→ **EXERCISE INSTRUCTIONS**
I'd like every line from the material below that has "Heide" in it.

** Opening DATA block **

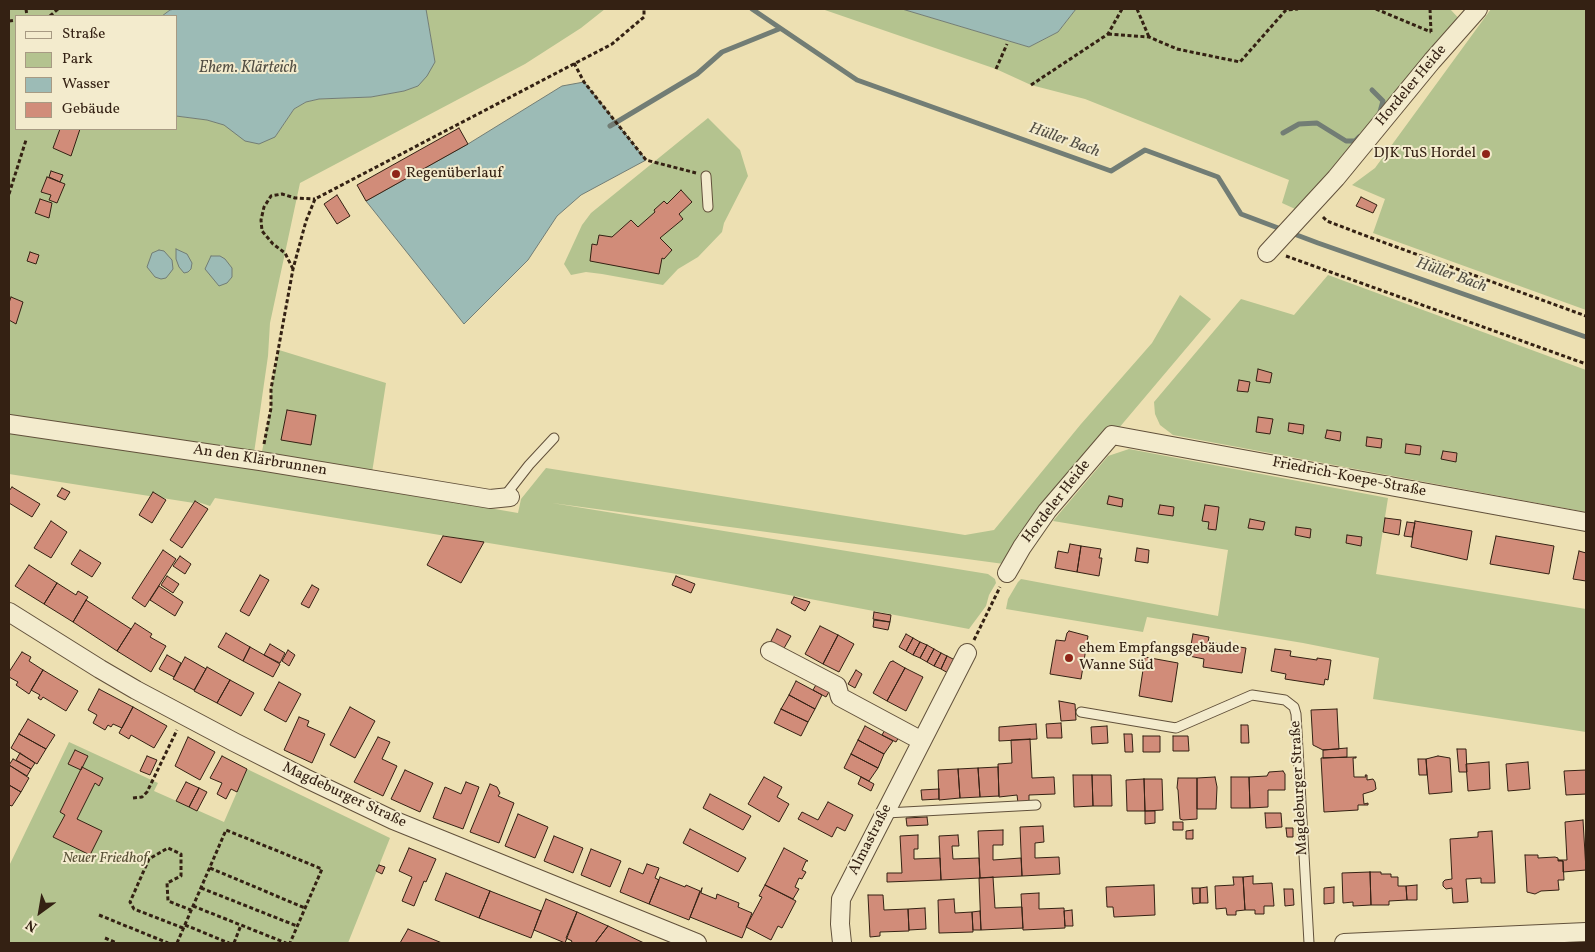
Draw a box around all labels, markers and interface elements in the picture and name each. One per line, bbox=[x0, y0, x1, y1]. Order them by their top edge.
legend bbox=[15, 15, 178, 130]
text: Straße bbox=[62, 24, 105, 45]
street label: Hordeler Heide bbox=[1373, 42, 1451, 130]
text: Park bbox=[62, 49, 93, 70]
water label: Ehem. Klärteich bbox=[199, 59, 297, 79]
text: Wasser bbox=[62, 74, 110, 95]
text: Gebäude bbox=[62, 99, 120, 120]
water label: Hüller Bach bbox=[1026, 119, 1102, 163]
place label: DJK TuS Hordel bbox=[1374, 145, 1476, 163]
marker: DJK TuS Hordel bbox=[1480, 148, 1492, 160]
place label: Regenüberlauf bbox=[406, 165, 502, 183]
marker: Regenüberlauf bbox=[390, 168, 402, 180]
water label: Hüller Bach bbox=[1413, 254, 1489, 298]
street label: An den Klärbrunnen bbox=[192, 442, 328, 480]
street label: Friedrich-Koepe-Straße bbox=[1271, 454, 1427, 502]
street label: Hordeler Heide bbox=[1019, 457, 1095, 547]
place label: ehem Empfangsgebäude Wanne Süd bbox=[1079, 640, 1239, 675]
marker: ehem Empfangsgebäude Wanne Süd bbox=[1063, 652, 1075, 664]
street label: Magdeburger Straße bbox=[1287, 720, 1313, 856]
street label: Magdeburger Straße bbox=[279, 759, 409, 833]
street label: Almastraße bbox=[845, 801, 897, 879]
park label: Neuer Friedhof bbox=[62, 850, 148, 868]
north arrow bbox=[15, 887, 65, 937]
text: N bbox=[22, 914, 41, 936]

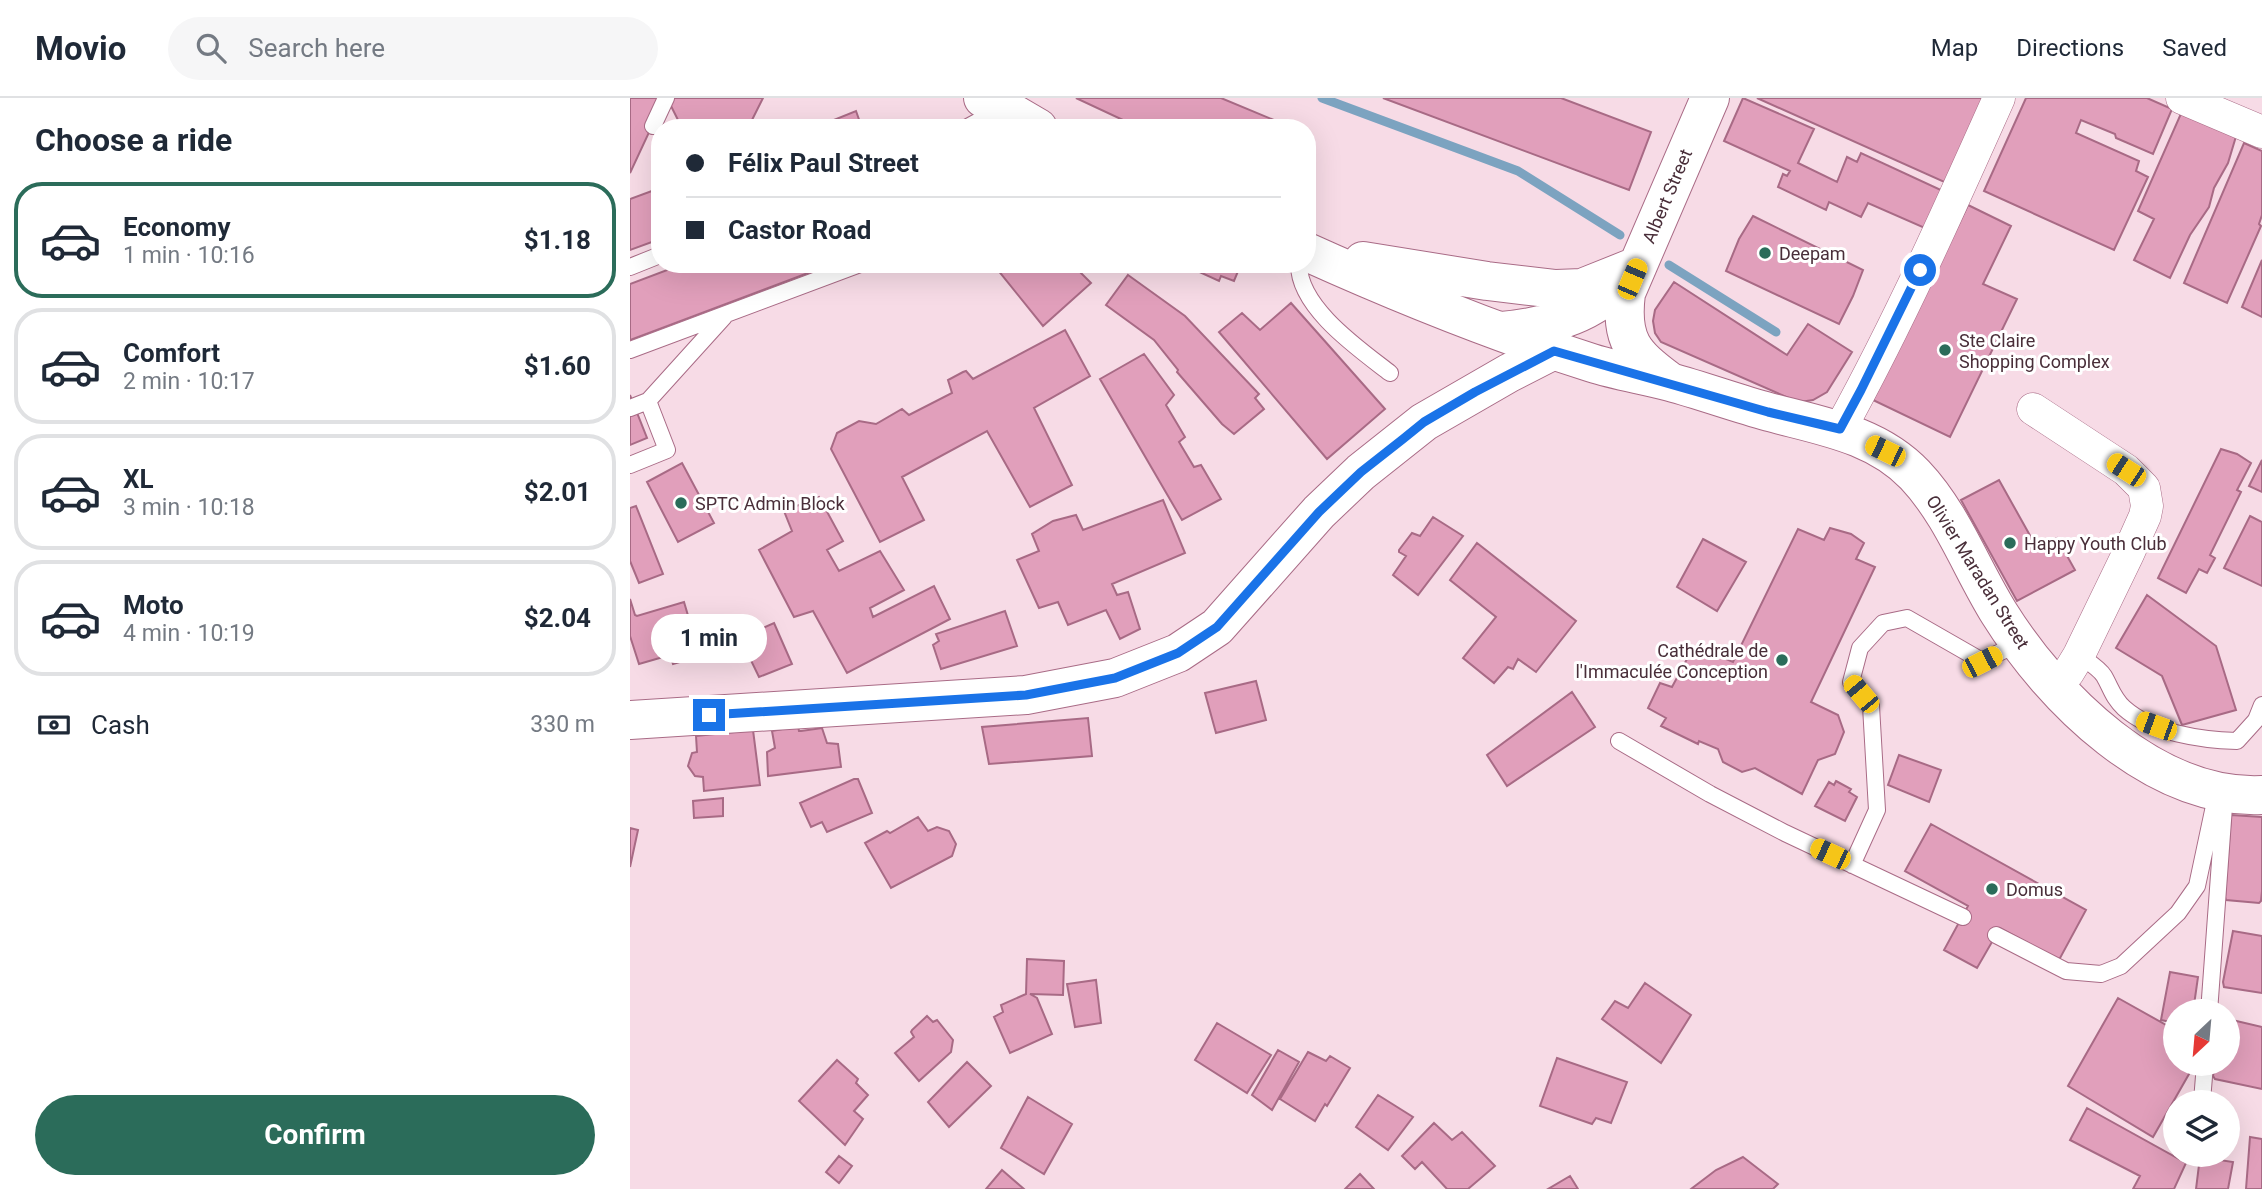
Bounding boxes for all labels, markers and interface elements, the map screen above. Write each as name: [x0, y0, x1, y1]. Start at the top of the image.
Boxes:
search box: [168, 17, 658, 80]
text: Movio: [35, 29, 126, 68]
icon: search: [192, 29, 230, 67]
text: Search here: [248, 33, 385, 63]
text: Map: [1931, 34, 1978, 62]
text: Directions: [2016, 34, 2124, 62]
text: Saved: [2162, 34, 2227, 62]
text: Choose a ride: [35, 121, 232, 159]
street label: Albert Street: [1638, 146, 1696, 246]
text: Félix Paul Street: [728, 148, 919, 178]
icon: car: [39, 209, 102, 272]
text: Economy: [123, 212, 230, 242]
text: Castor Road: [728, 215, 871, 245]
text: $1.18: [524, 225, 591, 255]
text: 1 min · 10:16: [123, 242, 255, 269]
place label: Deepam: [1779, 243, 1846, 264]
marker: Deepam: [1757, 245, 1773, 261]
route start: [1904, 254, 1936, 286]
car: [1615, 256, 1650, 302]
place label: Ste Claire Shopping Complex: [1959, 330, 2110, 372]
icon: car: [39, 335, 102, 398]
text: Comfort: [123, 338, 220, 368]
marker: Ste Claire Shopping Complex: [1937, 342, 1953, 358]
text: $1.60: [524, 351, 591, 381]
text: 2 min · 10:17: [123, 368, 255, 395]
car: [1862, 432, 1909, 470]
car: [2103, 450, 2150, 490]
icon: car: [39, 461, 102, 524]
text: XL: [123, 464, 154, 494]
text: $2.01: [524, 477, 591, 507]
street label: Olivier Maradan Street: [1922, 491, 2034, 653]
place label: SPTC Admin Block: [695, 493, 845, 514]
text: 3 min · 10:18: [123, 494, 255, 521]
marker: SPTC Admin Block: [673, 495, 689, 511]
place label: Happy Youth Club: [2024, 533, 2167, 554]
marker: Happy Youth Club: [2002, 535, 2018, 551]
icon: car: [39, 587, 102, 650]
text: Moto: [123, 590, 184, 620]
text: $2.04: [524, 603, 591, 633]
callout: 1 min: [651, 614, 767, 662]
text: 4 min · 10:19: [123, 620, 255, 647]
text: 1 min: [680, 625, 738, 652]
place label: Cathédrale de l'Immaculée Conception: [1575, 640, 1768, 682]
car: [1959, 643, 2006, 681]
marker: Cathédrale de l'Immaculée Conception: [1774, 652, 1790, 668]
car: [1840, 671, 1883, 717]
route end: [693, 699, 725, 731]
icon: cash: [35, 706, 73, 744]
car: [2133, 709, 2180, 743]
text: Cash: [91, 710, 150, 740]
text: 330 m: [530, 711, 595, 738]
car: [1807, 836, 1854, 872]
place label: Domus: [2006, 879, 2063, 900]
marker: Domus: [1984, 881, 2000, 897]
north arrow: [2163, 999, 2240, 1076]
map controls: [2163, 999, 2240, 1167]
button: layers: [2163, 1090, 2240, 1167]
button: Confirm: [35, 1095, 595, 1175]

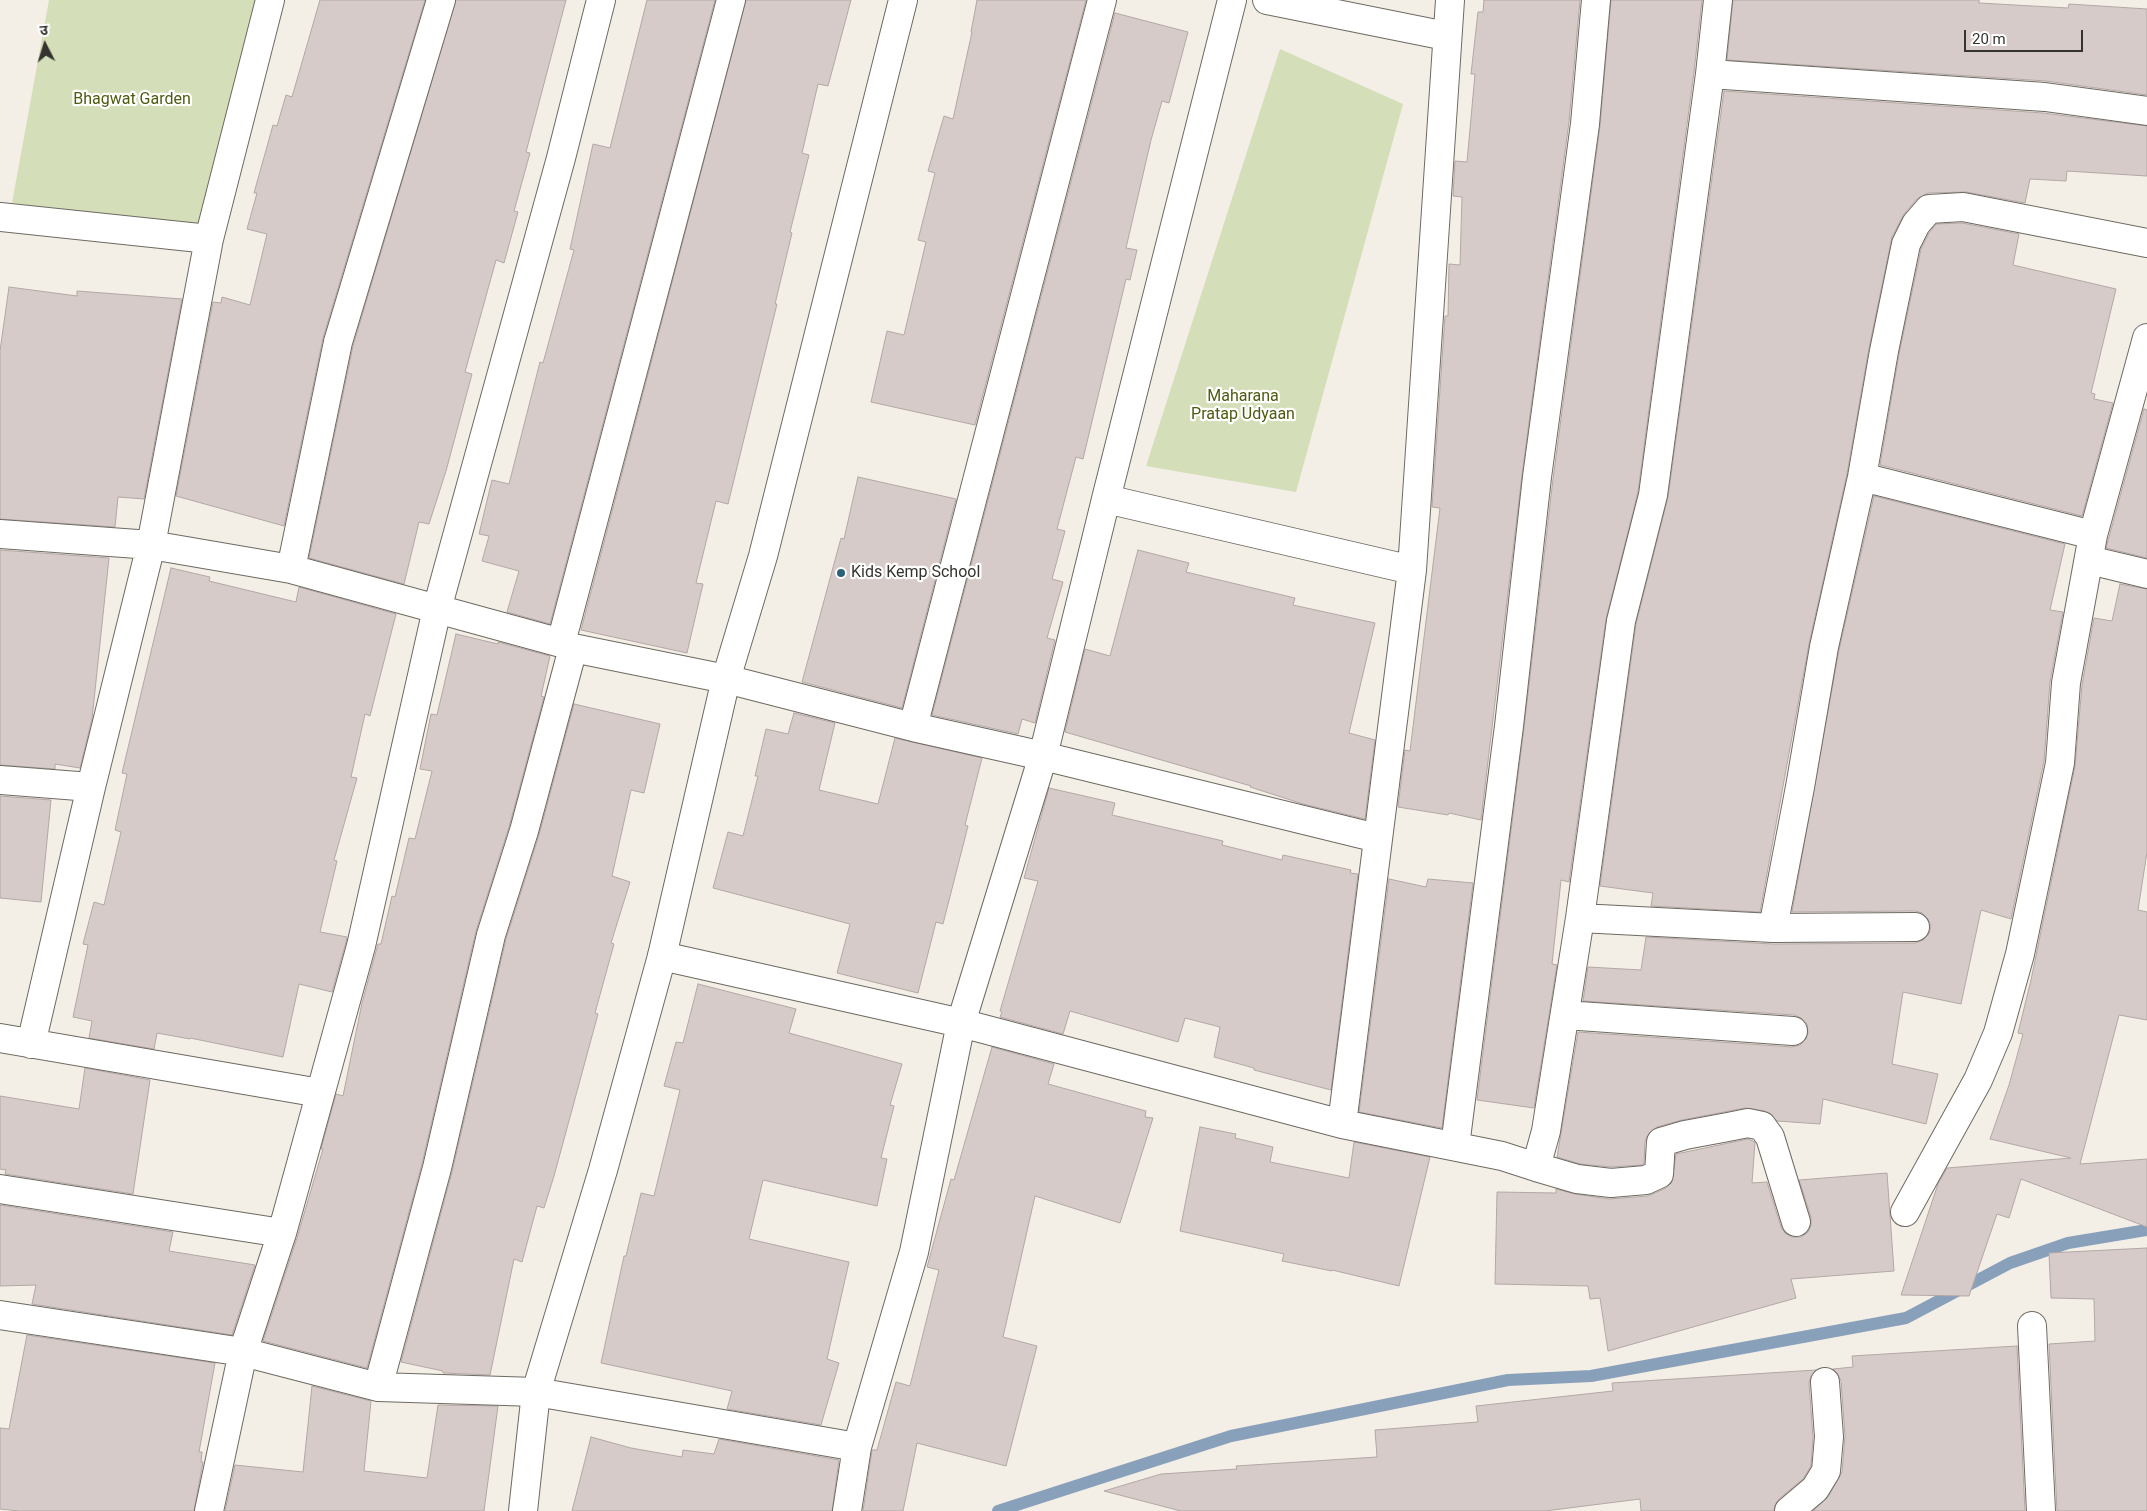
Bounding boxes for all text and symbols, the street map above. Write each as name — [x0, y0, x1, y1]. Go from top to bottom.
north arrow — [20, 20, 70, 70]
scale bar — [1967, 20, 2086, 52]
text: उ — [39, 22, 48, 38]
text: 20 m — [1972, 30, 2006, 48]
park label: Bhagwat Garden — [73, 90, 191, 110]
park label: Maharana Pratap Udyaan — [1191, 387, 1295, 425]
place label: Kids Kemp School — [851, 563, 980, 583]
marker: Kids Kemp School — [835, 567, 847, 579]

** Closing DATA block **

→ **ANSWER BELOW**
street label: Hordeler Heide bbox=[1373, 42, 1451, 130]
street label: Hordeler Heide bbox=[1019, 457, 1095, 547]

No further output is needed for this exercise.